El pasado domingo, 21 de febrero, el reportero más follonero de la televisión actual conmovió al país con un bien calculado retrato de la realidad laboral en el sector textil; obviamente, no cito su maestría en la post-producción a modo de reprimenda bajo acusaciones de manipulación, sino como elogio de su estilo informativo, que sabe conjugar lo impactante de la realidad con la objetividad de la información no comentada. Con sus silencios Jordi Évole nos demuestra que hay informaciones que se comentan por sí solas.
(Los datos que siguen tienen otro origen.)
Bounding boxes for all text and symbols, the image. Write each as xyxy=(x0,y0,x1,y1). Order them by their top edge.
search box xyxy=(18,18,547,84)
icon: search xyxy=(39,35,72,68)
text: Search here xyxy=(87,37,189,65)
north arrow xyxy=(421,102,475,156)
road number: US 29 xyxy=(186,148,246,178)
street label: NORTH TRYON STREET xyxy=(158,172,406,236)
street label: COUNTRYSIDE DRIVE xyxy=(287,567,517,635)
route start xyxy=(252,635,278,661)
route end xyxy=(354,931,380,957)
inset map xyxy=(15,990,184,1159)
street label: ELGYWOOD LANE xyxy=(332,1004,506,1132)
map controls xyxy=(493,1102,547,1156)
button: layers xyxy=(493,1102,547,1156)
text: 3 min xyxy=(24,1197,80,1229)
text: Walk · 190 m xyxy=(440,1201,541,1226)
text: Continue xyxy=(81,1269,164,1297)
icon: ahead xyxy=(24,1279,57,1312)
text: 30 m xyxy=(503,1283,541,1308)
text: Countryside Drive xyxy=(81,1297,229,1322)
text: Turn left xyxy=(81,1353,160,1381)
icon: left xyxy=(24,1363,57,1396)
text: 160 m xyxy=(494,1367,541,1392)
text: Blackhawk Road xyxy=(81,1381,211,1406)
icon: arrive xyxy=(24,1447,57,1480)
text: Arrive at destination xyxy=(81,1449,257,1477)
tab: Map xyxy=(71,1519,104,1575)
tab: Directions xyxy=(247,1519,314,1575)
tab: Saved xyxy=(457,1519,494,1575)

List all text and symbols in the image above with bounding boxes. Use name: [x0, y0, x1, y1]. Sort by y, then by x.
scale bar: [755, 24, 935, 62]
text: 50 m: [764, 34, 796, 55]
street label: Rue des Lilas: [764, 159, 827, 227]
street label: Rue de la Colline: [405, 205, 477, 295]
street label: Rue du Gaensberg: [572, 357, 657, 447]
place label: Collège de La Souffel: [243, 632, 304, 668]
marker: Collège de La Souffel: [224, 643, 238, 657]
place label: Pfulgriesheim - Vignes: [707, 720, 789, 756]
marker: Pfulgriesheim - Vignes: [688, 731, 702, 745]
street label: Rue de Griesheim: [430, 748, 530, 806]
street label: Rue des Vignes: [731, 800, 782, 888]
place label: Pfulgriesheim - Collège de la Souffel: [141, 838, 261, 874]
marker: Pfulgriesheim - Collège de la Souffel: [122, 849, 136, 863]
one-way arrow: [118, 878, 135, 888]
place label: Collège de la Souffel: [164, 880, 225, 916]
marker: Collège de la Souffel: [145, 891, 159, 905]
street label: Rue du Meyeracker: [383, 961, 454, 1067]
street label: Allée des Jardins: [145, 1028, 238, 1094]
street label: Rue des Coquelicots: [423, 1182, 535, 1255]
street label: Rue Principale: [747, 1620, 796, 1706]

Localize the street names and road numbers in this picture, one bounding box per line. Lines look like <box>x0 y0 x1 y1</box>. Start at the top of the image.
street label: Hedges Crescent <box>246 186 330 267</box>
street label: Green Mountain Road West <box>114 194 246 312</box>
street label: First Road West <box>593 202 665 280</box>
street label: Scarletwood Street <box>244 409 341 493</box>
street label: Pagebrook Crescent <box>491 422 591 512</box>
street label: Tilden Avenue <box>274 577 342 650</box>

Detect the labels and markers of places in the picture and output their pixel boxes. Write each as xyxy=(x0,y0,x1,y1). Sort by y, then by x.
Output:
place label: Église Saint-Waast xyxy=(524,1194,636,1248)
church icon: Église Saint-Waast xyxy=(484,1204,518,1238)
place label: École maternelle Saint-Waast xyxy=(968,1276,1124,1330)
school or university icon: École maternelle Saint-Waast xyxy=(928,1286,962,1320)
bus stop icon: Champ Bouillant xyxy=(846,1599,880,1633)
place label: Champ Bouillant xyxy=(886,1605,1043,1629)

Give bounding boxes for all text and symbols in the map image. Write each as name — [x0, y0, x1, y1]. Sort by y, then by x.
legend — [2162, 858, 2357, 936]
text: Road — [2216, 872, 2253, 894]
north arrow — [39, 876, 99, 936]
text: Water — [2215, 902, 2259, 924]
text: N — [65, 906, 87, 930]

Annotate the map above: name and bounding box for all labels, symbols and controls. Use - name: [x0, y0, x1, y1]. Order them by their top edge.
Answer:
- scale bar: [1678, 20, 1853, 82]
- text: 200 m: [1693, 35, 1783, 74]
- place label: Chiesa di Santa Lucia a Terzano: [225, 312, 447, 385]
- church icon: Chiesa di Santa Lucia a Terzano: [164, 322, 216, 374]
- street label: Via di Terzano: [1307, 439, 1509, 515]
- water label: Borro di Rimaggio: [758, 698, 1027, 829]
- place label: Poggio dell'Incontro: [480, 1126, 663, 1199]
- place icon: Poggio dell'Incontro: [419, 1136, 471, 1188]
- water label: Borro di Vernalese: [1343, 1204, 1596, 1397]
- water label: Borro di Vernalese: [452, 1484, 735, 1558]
En cualquier caso, lo que puso de manifiesto ese reportaje de “Salvados” es la globalización bajo la que vivimos constantemente, y cuya influencia en nuestras sociedades resulta cada día más amplia y profunda. En cierta forma resulta paradójico que sea ahora, cuando el mundo se halla bajo una auténtica revolución tecnológica que no sabemos hasta dónde podría llevarnos, cuando estamos empezando a experimentar los efectos y consecuencias de la globalización comercial que comenzó a hacerse efectiva con la Revolución Industrial. Y cabría preguntarse, a raíz de ese retardo, aunque teniendo en cuenta la aceleración de todos los procesos en cuanto a su incorporación a nuestra vida diaria, cuándo empezaremos a tomar conciencia de los efectos de esta última revolución, la tecnológica, en nuestro día a día.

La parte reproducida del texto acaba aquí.